Bierlein über Herausforderungen im Job, ihre guten Gene und ihre Zukunftspläne.
Persönliche Einblicke gab Brigitte Bierlein (70) im ersten Interview auf oe24.TV mit Wolfgang Fellner. Die Kanzlerin spricht offen über den EU-Gipfel als ihre größte Herausforderung. Sie lobt die Zusammenarbeit mit den Ministern und erklärt auch ihre Zukunft nach der Kanzlerschaft.
oe24.TV: Sie haben als Kanzlerin 16- bis 18-Stunden-Tage, meistens sieben Tage die Woche, am Wochenende Eröffnungen, Veranstaltungen, …Aber man sieht Ihnen gar nichts an, Sie blühen auf.
Brigitte Bierlein: Vielen Dank. Ich bin gewohnt, viel zu arbeiten, es macht mir auch Freude, es ist eine spannende Herausforderung. Und ich habe das Glück, gute Gene geerbt zu haben. Ich erfülle das, wie wir alle in der Regierung, mit großer Demut und mit großem Verantwortungsbewusstsein.
oe24.TV: Wie erleben Sie den Job? Ist es herausfordernder, als Sie gedacht hätten?
Bierlein: Es ist natürlich herausfordernder, ich habe das Glück, ein hervorragendes Kabinett zu haben. Ich habe das Glück, mit Ministerinnen und Ministern zusammenarbeiten zu dürfen, einem Vizekanzler, mit dem ich mich sehr, sehr gut verstehe. Wir haben untereinander ein hervorragendes Klima, wir unterstützen einander, das Haus ist ja hervorragend geführt, auch das Kanzleramt.
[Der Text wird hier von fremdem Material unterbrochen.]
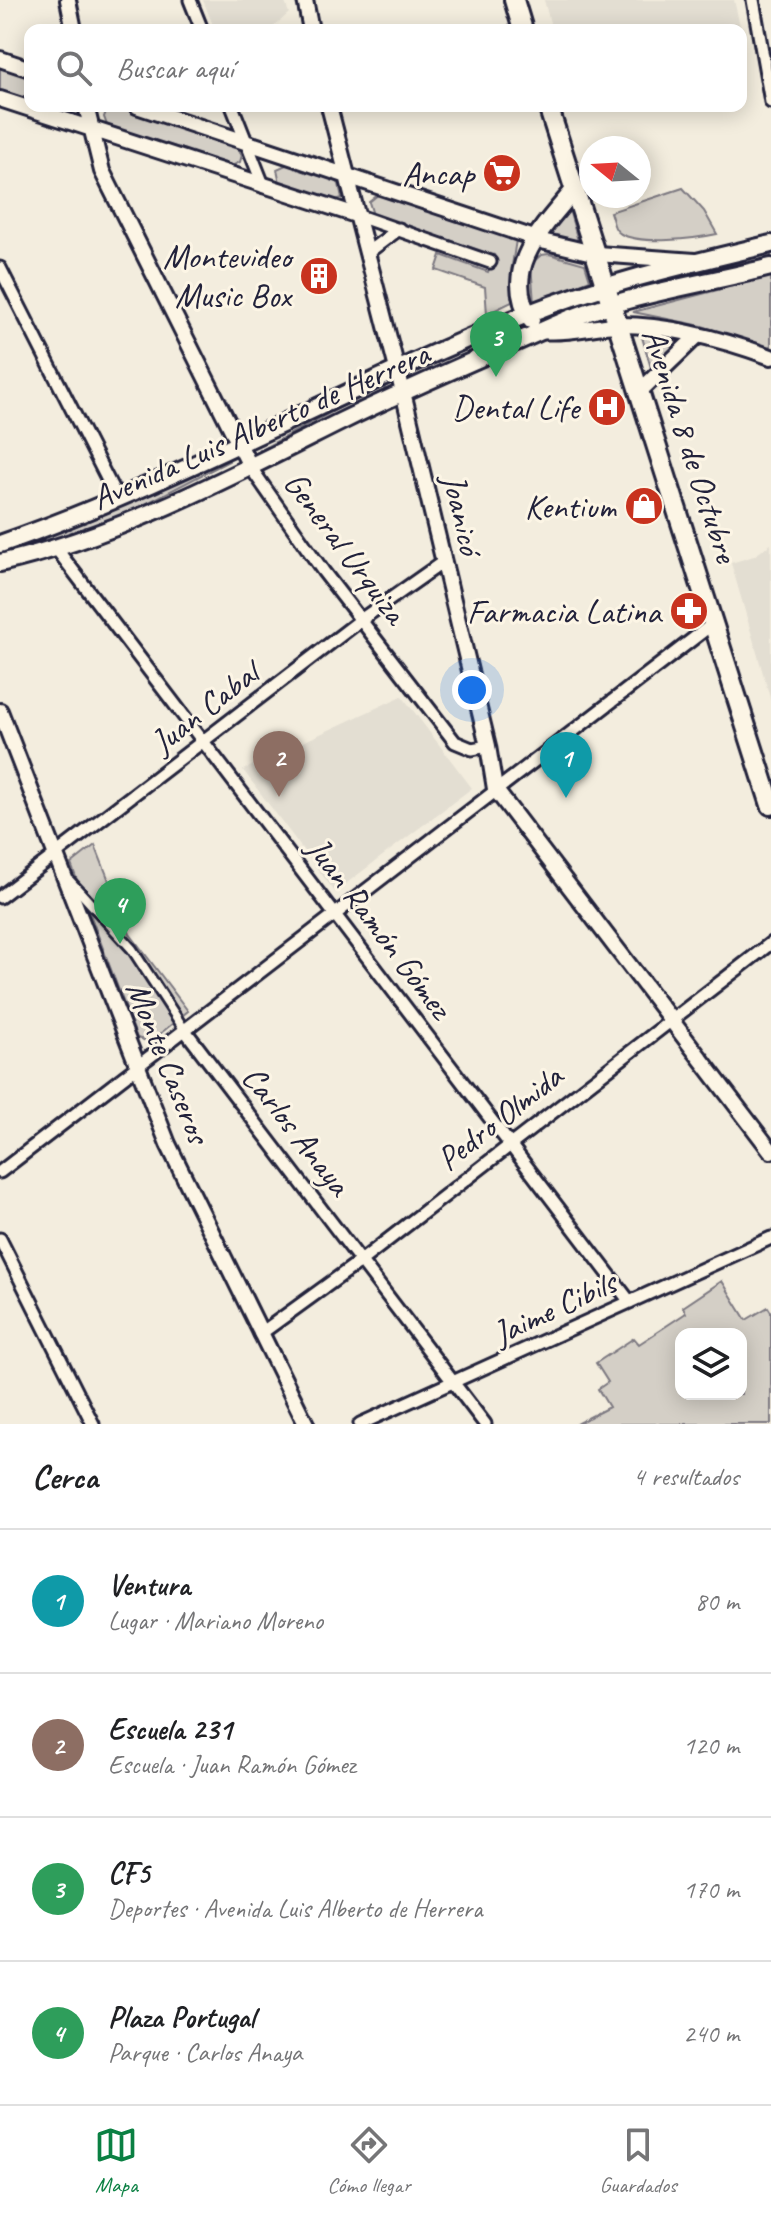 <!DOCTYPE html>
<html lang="es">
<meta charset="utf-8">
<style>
body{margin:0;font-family:Caveat,sans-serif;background:#f2f2f2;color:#202124}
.controls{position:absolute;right:24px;bottom:24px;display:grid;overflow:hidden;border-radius:16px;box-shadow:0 4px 20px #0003}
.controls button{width:72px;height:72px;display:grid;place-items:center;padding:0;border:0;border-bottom:2px solid #e0e0e0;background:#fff;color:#202124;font:40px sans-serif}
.compass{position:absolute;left:579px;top:136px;width:72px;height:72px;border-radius:50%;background:#fff;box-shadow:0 4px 20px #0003;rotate:288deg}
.you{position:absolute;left:472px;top:690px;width:28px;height:28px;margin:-20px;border:6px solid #fff;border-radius:50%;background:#1a73e8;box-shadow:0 0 0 12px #1a73e833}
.badge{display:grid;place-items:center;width:52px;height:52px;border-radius:50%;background:#0b8043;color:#fff;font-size:26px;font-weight:700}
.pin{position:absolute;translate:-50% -66px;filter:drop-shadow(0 2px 4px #0008)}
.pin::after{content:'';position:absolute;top:42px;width:28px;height:24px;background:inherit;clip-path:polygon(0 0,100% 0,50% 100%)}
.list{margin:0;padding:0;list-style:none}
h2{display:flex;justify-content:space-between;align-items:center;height:104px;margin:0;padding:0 32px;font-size:34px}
h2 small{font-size:26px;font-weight:400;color:#757577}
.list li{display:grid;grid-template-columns:52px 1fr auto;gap:24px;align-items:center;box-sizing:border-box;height:144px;padding:0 32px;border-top:2px solid #e0e0e0}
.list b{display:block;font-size:30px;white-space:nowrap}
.list p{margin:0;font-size:26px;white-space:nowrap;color:#757577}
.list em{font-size:26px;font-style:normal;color:#757577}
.icon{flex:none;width:44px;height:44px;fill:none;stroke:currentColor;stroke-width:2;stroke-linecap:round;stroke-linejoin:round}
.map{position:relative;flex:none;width:771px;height:1424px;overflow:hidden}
.search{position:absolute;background:#fff;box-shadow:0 4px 20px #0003;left:24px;right:24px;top:24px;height:88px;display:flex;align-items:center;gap:20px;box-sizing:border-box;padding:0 28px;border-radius:16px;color:#757577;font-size:30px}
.sheet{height:680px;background:#fff}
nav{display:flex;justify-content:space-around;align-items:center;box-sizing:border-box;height:112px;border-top:2px solid #e0e0e0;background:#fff;font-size:22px;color:#757577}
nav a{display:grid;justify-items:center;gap:4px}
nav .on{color:#0b8043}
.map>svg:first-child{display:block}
.built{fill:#e3ded2}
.green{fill:#d4cfc6;stroke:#7b7880;stroke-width:2;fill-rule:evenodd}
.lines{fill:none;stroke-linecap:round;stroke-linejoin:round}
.pedestrian-casing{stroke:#22223b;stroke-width:14}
.minor-casing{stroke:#22223b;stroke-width:17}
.tertiary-casing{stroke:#22223b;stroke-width:20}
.secondary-casing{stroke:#22223b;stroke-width:22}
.primary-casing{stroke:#22223b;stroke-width:24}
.pedestrian{stroke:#fcf5e5;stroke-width:8}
.minor{stroke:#fcf5e5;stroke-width:11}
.tertiary{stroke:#fcf5e5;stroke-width:14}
.secondary{stroke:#fcf5e5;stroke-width:16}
.primary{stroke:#fcf5e5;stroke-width:18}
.labels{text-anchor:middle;stroke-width:6;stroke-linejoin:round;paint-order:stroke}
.poi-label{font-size:34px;fill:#22223b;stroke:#fcf5e5;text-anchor:end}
.street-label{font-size:34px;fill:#22223b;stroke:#fcf5e5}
</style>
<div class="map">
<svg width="771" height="1424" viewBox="0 0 771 1424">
<rect width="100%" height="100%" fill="#f3edde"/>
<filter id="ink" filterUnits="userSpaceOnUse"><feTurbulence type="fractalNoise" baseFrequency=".0125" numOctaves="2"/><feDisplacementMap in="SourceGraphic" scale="16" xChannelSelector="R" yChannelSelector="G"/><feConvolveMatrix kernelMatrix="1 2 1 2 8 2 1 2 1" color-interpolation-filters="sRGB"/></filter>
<g filter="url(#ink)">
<path class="built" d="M 203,0 L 284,0 L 289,13 L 270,30 L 215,30 Z
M 544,0 L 734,0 L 741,30 L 552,30 Z
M 771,544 L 771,701 L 731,563 L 754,556 Z
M 402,696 L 472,788 L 335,892 L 243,770 Z"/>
<path class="green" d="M 0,67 L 30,77 L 30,100 L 0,90 Z
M 118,106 L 237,147 L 242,155 L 240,162 L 230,167 L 107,125 L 104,117 L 107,109 Z
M 288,164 L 335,180 L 339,184 L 342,198 C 326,206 296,189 280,183 L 277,169 Z
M 683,188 L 704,211 L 717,234 C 694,239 642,245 621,234 C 613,230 613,219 610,212 Z
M 379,194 L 516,240 L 511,272 L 512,302 L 487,314 L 485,287 L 436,270 L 441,255 L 488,272 L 494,255 L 373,215 L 369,202 Z
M 567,210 L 570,213 L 578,241 L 548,234 Z
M 771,251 L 771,258 L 637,291 L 635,285 Z
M 549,254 L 585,264 L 590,280 L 534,303 L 531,264 L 541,255 Z
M 771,276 L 771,349 L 702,326 L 633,312 Z
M 521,327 L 522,331 L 432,370 L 428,369 L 429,365 Z
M 642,337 L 677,340 L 679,343 L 651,368 Z
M 384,384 L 385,391 L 257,456 L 260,450 Z
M 229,455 L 229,461 L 112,521 L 0,555 Z
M 95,845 L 130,934 L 188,1011 L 150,1042 L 137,1038 L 71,864 Z
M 722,1281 L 746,1320 L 768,1307 L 771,1312 L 771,1424 L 576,1424 L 609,1407 L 598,1389 L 608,1382 L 596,1363 L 634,1338 L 639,1344 L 686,1313 L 683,1307 ZM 681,1334 L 741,1334 L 741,1394 L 681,1394 Z"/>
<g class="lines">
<defs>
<path id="pedestrian" d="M 70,881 L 132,949 L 184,1029"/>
<path id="minor" d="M 190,0 L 202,30
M 753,0 L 771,102
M 232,106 L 264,187
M 356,215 L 490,262
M 367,253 L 399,229
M 0,268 L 117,498
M 251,468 L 323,571 L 455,742 L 472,749 L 488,746
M 55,547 L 630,1302
M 0,897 L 362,619 L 443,562
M 184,1029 L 485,1424
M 0,1172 L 715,622
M 0,1239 L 93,1424
M 260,1334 L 362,1260 L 771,943
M 360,1424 L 771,1238"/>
<path id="tertiary" d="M 68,0 L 74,30
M 305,0 L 311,30
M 0,59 L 30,69
M 0,99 L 356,215
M 86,106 L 102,171 L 251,468
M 137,106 L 546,242 L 597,254 L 695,261
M 329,106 L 403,392 L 488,746 L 495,789 L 771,1151
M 542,331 C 569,334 594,325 621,325 C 672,325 724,340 771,357
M 640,391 L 698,335
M 0,711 L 168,1144 L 306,1424"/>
<path id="secondary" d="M 531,320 C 499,269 544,226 575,189
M 0,544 C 181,481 349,385 527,314 C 606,282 689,264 771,244
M 0,563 C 119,536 232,476 340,422 C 411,387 483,357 555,325 C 623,295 700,285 771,267"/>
<path id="primary" d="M 514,0 L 523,30
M 548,106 L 771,805"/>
</defs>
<use href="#pedestrian" class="pedestrian-casing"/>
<use href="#minor" class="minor-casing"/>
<use href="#tertiary" class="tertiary-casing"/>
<use href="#secondary" class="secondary-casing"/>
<use href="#primary" class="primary-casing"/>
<use href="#pedestrian" class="pedestrian"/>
<use href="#minor" class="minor"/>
<use href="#tertiary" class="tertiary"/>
<use href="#secondary" class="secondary"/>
<use href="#primary" class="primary"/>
</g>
</g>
<defs>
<symbol id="supermarket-disc" viewBox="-11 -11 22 22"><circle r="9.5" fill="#c8321e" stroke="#fcf5e5"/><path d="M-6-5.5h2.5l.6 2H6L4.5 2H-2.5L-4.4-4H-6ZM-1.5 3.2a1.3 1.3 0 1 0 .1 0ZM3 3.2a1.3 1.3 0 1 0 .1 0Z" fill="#fff"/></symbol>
<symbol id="building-disc" viewBox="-11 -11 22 22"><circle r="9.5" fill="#c8321e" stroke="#fcf5e5"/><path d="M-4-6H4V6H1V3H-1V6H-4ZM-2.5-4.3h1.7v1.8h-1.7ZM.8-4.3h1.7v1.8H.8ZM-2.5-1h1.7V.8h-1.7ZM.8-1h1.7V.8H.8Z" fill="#fff"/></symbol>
<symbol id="hospital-disc" viewBox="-11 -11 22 22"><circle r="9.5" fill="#c8321e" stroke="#fcf5e5"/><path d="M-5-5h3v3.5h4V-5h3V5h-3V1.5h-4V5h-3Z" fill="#fff"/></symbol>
<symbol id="shop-disc" viewBox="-11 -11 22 22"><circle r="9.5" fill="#c8321e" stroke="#fcf5e5"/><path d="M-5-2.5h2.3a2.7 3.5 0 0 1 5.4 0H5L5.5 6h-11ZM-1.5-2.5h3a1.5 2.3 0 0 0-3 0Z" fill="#fff"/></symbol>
<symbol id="pharmacy-disc" viewBox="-11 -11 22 22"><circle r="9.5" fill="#c8321e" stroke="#fcf5e5"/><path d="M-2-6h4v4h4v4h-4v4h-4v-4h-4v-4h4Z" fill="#fff"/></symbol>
</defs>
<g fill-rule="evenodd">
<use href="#supermarket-disc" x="480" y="151" width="44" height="44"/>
<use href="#building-disc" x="297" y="254" width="44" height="44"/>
<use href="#hospital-disc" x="585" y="385" width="44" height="44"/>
<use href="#shop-disc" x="622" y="484" width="44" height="44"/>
<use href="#pharmacy-disc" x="667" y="589" width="44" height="44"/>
</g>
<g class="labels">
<g class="poi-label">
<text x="474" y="185">Ancap</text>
<text x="291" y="268">Montevideo<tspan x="291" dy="39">Music Box</tspan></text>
<text x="579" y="419">Dental Life</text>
<text x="616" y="518">Kentium</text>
<text x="661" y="623">Farmacia Latina</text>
</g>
<g class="street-label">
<text transform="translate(260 425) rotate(-24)" y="12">Avenida Luis Alberto de Herrera</text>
<text transform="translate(691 445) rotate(72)" y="12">Avenida 8 de Octubre</text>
<text transform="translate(463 514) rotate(77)" y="12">Joanicó</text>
<text transform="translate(346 547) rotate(53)" y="12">General Urquiza</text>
<text transform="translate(204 707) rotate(-38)" y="12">Juan Cabal</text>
<text transform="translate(380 927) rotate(53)" y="12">Juan Ramón Gómez</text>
<text transform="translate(169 1062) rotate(68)" y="12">Monte Caseros</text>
<text transform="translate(499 1117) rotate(-38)" y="12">Pedro Olmida</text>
<text transform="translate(297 1130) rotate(52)" y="12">Carlos Anaya</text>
<text transform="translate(554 1307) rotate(-25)" y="12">Jaime Cibils</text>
</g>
</g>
</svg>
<div class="controls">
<button><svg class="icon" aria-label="layers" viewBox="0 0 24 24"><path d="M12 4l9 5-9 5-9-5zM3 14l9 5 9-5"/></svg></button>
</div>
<svg class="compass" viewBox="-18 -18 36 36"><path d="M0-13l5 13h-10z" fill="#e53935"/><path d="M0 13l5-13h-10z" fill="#757577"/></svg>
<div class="you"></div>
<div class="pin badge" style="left:566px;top:798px;background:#0f9aa8">1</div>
<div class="pin badge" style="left:279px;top:797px;background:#8d6e63">2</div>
<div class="pin badge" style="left:496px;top:377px;background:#2e9e5b">3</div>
<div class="pin badge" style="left:120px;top:944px;background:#2e9e5b">4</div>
<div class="search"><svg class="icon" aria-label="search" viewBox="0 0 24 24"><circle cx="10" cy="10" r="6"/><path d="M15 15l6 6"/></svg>Buscar aquí</div>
</div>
<section class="sheet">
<h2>Cerca<small>4 resultados</small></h2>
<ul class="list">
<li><span class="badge" style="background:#0f9aa8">1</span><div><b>Ventura</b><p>Lugar · Mariano Moreno</p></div><em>80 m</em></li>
<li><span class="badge" style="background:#8d6e63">2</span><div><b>Escuela 231</b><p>Escuela · Juan Ramón Gómez</p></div><em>120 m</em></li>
<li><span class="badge" style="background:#2e9e5b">3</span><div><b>CF5</b><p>Deportes · Avenida Luis Alberto de Herrera</p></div><em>170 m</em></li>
<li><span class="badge" style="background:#2e9e5b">4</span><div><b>Plaza Portugal</b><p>Parque · Carlos Anaya</p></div><em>240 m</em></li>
</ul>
</section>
<nav>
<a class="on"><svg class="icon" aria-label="map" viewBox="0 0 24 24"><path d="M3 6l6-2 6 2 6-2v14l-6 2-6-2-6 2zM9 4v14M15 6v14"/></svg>Mapa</a>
<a><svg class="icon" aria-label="directions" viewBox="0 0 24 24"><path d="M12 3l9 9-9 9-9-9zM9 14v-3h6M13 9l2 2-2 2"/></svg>Cómo llegar</a>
<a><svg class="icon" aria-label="saved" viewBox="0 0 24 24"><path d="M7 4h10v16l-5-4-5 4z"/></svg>Guardados</a>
</nav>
oe24.TV: Was ist denn das Schwierigste in dem Job, wenn man so als Neuer komplett hineinkommt, der noch nie in der Politik war?
Bierlein: Eine Herausforderung war sicher der Gipfel in Brüssel. 19 Stunden im Durchmarsch, das war sehr spannend. Ich bin sehr froh, dass das Personalpaket mit der Präsidentin Von der Leyen dann beschlossen werden konnte. Ich bin auch sehr froh, dass wir den Kommissar Hahn einstimmig im Hauptausschuss des Parlaments beschließen konnten. Es sind einige Dinge gut auf dem Weg gebracht worden, von denen ich nicht gerechtet habe, dass das so rasch und glattgeht.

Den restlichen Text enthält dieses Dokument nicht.